— WHAT YOU NEED TO DO —
An exact reproduction is needed of every line from the beginning of the data down to and including the line that contains "font-size:20px; font-style:normal; color:var(--muted)", minus the pictures.

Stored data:
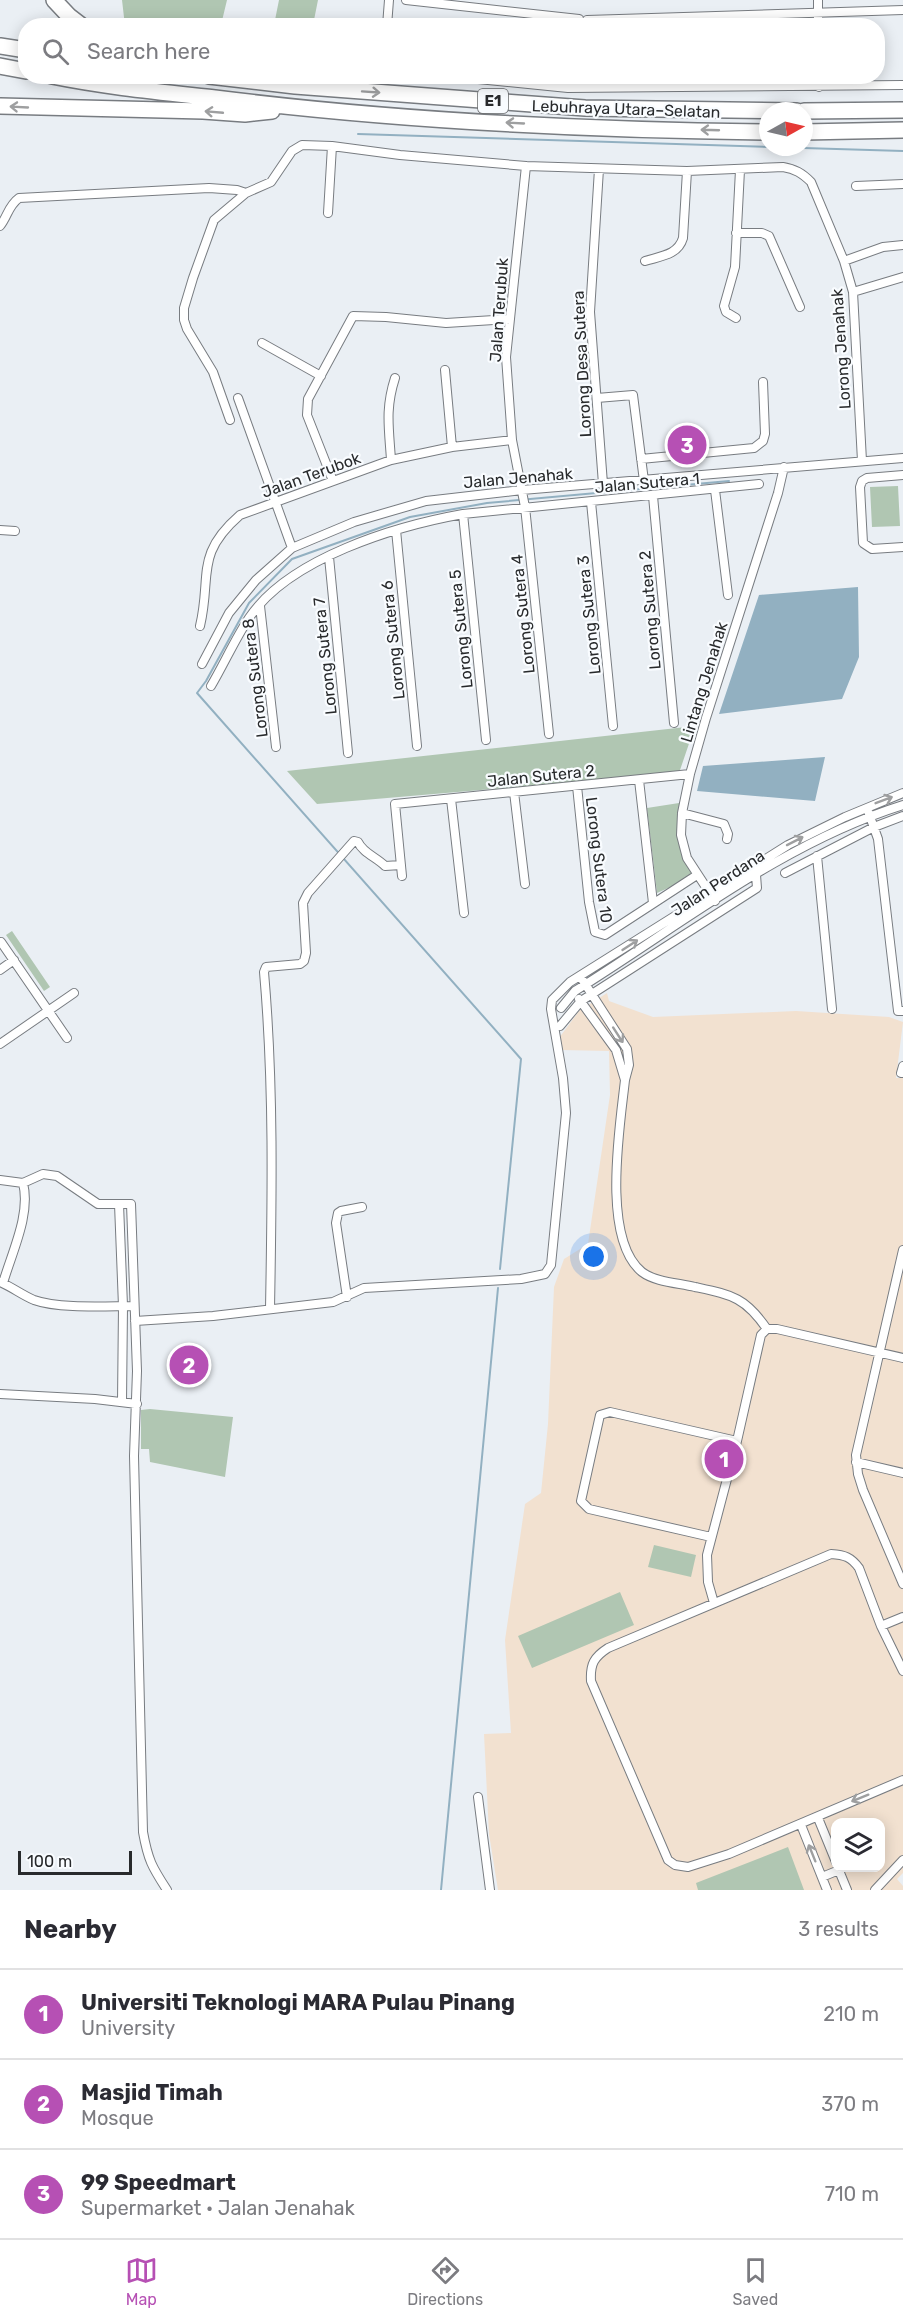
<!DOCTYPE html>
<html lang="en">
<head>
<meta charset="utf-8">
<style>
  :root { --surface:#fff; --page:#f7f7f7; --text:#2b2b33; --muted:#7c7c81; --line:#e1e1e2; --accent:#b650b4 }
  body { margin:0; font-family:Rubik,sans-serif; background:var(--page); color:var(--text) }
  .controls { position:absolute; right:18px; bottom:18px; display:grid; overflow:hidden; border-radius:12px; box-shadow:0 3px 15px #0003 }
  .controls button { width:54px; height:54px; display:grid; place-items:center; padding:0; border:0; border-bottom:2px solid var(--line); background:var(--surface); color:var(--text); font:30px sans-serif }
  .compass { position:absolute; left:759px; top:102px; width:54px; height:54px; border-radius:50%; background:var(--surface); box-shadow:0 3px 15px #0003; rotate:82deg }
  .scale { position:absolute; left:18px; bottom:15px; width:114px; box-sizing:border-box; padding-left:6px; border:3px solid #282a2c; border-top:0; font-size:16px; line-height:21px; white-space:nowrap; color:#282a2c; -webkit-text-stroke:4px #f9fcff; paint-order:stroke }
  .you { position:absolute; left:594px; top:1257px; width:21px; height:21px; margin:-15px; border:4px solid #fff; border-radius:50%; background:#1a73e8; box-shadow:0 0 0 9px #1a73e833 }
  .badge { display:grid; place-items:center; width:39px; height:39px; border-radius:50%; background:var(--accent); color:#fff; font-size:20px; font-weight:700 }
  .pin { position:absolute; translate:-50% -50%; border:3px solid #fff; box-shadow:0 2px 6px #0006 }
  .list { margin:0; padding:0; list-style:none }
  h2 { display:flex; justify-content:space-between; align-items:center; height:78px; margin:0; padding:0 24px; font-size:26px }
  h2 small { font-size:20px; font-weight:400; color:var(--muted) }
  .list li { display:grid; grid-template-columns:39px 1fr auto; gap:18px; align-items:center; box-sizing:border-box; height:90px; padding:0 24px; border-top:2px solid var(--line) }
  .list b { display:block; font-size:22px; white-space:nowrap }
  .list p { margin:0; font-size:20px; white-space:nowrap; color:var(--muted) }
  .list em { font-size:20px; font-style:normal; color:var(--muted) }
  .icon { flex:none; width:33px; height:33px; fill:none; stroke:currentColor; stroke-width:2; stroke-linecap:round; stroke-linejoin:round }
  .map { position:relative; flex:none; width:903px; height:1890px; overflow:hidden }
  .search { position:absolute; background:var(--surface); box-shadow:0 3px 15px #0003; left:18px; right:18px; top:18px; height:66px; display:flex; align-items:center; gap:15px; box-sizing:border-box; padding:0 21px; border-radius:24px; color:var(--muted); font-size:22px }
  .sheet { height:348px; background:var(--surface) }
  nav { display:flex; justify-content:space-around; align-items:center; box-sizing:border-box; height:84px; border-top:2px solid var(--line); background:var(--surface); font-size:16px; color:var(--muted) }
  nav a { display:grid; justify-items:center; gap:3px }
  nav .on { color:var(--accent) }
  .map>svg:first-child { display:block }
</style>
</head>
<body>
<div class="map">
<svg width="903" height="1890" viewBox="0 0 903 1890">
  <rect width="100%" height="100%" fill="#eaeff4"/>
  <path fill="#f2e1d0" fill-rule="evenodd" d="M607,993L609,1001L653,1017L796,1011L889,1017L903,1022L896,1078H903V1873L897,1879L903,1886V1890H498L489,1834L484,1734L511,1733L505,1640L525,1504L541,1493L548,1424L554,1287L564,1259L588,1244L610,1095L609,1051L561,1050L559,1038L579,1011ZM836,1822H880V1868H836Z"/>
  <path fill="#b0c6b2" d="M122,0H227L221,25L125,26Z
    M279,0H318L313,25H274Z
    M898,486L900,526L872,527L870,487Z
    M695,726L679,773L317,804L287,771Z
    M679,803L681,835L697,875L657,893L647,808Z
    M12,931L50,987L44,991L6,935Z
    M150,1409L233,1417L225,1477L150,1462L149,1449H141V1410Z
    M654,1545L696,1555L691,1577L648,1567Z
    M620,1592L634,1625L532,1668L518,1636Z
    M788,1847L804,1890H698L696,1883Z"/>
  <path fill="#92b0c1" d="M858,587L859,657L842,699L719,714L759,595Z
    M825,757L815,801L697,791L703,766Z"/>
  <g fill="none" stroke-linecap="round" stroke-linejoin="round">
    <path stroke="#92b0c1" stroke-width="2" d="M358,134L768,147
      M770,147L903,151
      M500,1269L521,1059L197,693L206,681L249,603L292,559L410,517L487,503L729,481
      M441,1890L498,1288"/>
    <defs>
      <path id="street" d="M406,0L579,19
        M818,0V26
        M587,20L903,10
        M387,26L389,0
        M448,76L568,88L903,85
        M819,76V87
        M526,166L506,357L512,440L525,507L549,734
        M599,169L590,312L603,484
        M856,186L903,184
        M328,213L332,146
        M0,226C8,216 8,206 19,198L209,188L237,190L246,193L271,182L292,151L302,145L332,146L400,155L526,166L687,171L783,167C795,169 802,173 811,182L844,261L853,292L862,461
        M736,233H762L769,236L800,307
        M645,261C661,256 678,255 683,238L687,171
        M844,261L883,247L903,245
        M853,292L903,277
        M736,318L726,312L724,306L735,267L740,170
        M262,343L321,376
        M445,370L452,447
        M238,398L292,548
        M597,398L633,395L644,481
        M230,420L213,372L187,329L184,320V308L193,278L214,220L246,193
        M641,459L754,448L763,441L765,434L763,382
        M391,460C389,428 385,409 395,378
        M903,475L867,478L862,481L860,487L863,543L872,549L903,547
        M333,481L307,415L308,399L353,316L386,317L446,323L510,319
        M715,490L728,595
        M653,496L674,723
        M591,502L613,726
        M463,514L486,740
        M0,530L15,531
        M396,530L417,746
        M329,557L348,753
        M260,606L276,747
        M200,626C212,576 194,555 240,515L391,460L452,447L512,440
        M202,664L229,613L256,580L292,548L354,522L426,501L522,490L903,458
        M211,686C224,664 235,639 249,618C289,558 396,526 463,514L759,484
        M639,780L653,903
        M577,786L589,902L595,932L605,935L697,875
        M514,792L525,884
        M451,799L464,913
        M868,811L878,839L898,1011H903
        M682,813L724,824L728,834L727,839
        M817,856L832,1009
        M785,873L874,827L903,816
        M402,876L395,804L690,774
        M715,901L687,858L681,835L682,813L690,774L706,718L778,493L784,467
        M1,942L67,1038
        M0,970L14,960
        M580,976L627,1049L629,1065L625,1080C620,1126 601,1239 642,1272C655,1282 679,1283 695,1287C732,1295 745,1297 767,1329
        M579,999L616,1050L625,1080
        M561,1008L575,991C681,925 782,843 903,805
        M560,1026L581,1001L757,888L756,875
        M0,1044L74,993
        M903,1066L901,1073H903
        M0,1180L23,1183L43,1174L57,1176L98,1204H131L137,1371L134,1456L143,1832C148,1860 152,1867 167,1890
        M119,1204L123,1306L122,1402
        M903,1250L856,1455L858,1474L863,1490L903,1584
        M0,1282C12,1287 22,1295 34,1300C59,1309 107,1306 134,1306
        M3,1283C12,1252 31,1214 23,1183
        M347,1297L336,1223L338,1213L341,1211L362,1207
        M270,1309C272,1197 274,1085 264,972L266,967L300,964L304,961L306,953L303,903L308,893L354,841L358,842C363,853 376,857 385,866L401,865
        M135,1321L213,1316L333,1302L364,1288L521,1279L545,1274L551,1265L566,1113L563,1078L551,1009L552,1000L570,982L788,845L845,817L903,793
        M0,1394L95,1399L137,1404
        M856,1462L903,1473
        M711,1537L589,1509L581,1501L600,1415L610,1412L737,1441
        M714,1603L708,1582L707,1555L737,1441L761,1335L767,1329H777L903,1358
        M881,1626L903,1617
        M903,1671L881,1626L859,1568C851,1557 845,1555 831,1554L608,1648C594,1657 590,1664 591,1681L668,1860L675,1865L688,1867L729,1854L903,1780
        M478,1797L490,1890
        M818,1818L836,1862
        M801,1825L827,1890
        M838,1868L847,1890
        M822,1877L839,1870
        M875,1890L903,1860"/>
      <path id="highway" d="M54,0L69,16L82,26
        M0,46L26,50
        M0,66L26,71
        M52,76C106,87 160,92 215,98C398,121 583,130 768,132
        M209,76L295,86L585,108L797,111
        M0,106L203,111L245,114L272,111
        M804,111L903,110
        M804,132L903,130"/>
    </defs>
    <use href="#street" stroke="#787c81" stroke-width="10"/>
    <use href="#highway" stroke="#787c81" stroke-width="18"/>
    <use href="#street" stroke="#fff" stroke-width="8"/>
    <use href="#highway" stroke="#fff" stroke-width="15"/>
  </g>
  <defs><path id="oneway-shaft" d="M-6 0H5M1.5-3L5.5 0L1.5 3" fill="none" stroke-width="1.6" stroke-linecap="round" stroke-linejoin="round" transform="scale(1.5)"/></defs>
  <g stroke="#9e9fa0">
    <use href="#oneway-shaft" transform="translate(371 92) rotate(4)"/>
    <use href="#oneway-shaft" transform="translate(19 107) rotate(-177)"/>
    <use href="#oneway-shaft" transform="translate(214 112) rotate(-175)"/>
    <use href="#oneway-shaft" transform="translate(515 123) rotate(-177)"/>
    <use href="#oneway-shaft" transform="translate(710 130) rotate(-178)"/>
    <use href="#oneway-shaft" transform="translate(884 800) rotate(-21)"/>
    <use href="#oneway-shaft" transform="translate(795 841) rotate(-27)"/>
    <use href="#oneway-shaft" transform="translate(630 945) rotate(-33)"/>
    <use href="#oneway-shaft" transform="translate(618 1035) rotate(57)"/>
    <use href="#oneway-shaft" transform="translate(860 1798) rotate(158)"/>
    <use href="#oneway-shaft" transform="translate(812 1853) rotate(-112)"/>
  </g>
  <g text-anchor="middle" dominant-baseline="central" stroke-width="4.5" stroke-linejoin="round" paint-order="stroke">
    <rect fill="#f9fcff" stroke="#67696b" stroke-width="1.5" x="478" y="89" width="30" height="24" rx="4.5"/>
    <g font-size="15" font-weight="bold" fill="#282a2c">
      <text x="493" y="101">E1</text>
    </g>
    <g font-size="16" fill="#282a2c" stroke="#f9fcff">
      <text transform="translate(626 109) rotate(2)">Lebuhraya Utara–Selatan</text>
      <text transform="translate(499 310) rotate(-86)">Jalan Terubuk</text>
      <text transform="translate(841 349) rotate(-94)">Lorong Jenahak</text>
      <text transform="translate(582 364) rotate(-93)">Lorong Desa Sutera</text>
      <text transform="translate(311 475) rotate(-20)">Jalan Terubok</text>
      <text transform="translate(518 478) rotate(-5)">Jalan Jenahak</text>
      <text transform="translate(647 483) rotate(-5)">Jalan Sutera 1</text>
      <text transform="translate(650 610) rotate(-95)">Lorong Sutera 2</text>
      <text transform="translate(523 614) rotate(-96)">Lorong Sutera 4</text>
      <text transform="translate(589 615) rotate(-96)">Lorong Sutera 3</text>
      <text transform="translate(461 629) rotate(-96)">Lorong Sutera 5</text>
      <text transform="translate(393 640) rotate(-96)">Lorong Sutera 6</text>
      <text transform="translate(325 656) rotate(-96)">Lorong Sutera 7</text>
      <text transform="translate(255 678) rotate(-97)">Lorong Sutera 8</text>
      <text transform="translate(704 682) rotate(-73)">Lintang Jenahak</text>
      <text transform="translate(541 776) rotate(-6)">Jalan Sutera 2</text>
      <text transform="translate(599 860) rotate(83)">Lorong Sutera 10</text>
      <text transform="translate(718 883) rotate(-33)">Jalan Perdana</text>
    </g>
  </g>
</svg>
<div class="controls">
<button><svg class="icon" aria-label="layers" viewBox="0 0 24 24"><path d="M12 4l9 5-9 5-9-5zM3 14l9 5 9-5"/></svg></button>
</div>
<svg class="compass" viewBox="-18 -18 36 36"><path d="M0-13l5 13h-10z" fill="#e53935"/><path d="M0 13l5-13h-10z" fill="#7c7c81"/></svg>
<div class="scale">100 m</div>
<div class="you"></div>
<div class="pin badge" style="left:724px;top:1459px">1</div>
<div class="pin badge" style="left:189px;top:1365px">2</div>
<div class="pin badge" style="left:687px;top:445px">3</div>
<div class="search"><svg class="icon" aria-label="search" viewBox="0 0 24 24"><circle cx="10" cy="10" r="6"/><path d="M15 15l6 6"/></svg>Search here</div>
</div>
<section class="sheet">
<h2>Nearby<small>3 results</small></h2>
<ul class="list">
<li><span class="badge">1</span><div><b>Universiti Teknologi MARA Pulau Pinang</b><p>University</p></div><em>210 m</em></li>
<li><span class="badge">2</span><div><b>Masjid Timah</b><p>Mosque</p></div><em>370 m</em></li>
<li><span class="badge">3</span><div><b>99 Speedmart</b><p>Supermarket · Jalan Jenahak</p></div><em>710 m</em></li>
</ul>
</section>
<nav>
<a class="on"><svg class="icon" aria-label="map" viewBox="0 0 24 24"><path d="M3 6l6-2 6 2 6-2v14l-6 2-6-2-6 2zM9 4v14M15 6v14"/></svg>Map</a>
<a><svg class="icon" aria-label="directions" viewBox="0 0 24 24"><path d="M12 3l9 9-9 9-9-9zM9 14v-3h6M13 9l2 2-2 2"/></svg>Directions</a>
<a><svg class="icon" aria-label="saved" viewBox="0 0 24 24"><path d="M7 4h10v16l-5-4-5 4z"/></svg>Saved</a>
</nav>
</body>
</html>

— SOLUTION TO THE EXERCISE —
<!DOCTYPE html>
<html lang="en">
<head>
<meta charset="utf-8">
<style>
  :root { --surface:#fff; --page:#f7f7f7; --text:#2b2b33; --muted:#7c7c81; --line:#e1e1e2; --accent:#b650b4 }
  body { margin:0; font-family:Rubik,sans-serif; background:var(--page); color:var(--text) }
  .controls { position:absolute; right:18px; bottom:18px; display:grid; overflow:hidden; border-radius:12px; box-shadow:0 3px 15px #0003 }
  .controls button { width:54px; height:54px; display:grid; place-items:center; padding:0; border:0; border-bottom:2px solid var(--line); background:var(--surface); color:var(--text); font:30px sans-serif }
  .compass { position:absolute; left:759px; top:102px; width:54px; height:54px; border-radius:50%; background:var(--surface); box-shadow:0 3px 15px #0003; rotate:82deg }
  .scale { position:absolute; left:18px; bottom:15px; width:114px; box-sizing:border-box; padding-left:6px; border:3px solid #282a2c; border-top:0; font-size:16px; line-height:21px; white-space:nowrap; color:#282a2c; -webkit-text-stroke:4px #f9fcff; paint-order:stroke }
  .you { position:absolute; left:594px; top:1257px; width:21px; height:21px; margin:-15px; border:4px solid #fff; border-radius:50%; background:#1a73e8; box-shadow:0 0 0 9px #1a73e833 }
  .badge { display:grid; place-items:center; width:39px; height:39px; border-radius:50%; background:var(--accent); color:#fff; font-size:20px; font-weight:700 }
  .pin { position:absolute; translate:-50% -50%; border:3px solid #fff; box-shadow:0 2px 6px #0006 }
  .list { margin:0; padding:0; list-style:none }
  h2 { display:flex; justify-content:space-between; align-items:center; height:78px; margin:0; padding:0 24px; font-size:26px }
  h2 small { font-size:20px; font-weight:400; color:var(--muted) }
  .list li { display:grid; grid-template-columns:39px 1fr auto; gap:18px; align-items:center; box-sizing:border-box; height:90px; padding:0 24px; border-top:2px solid var(--line) }
  .list b { display:block; font-size:22px; white-space:nowrap }
  .list p { margin:0; font-size:20px; white-space:nowrap; color:var(--muted) }
  .list em { font-size:20px; font-style:normal; color:var(--muted) }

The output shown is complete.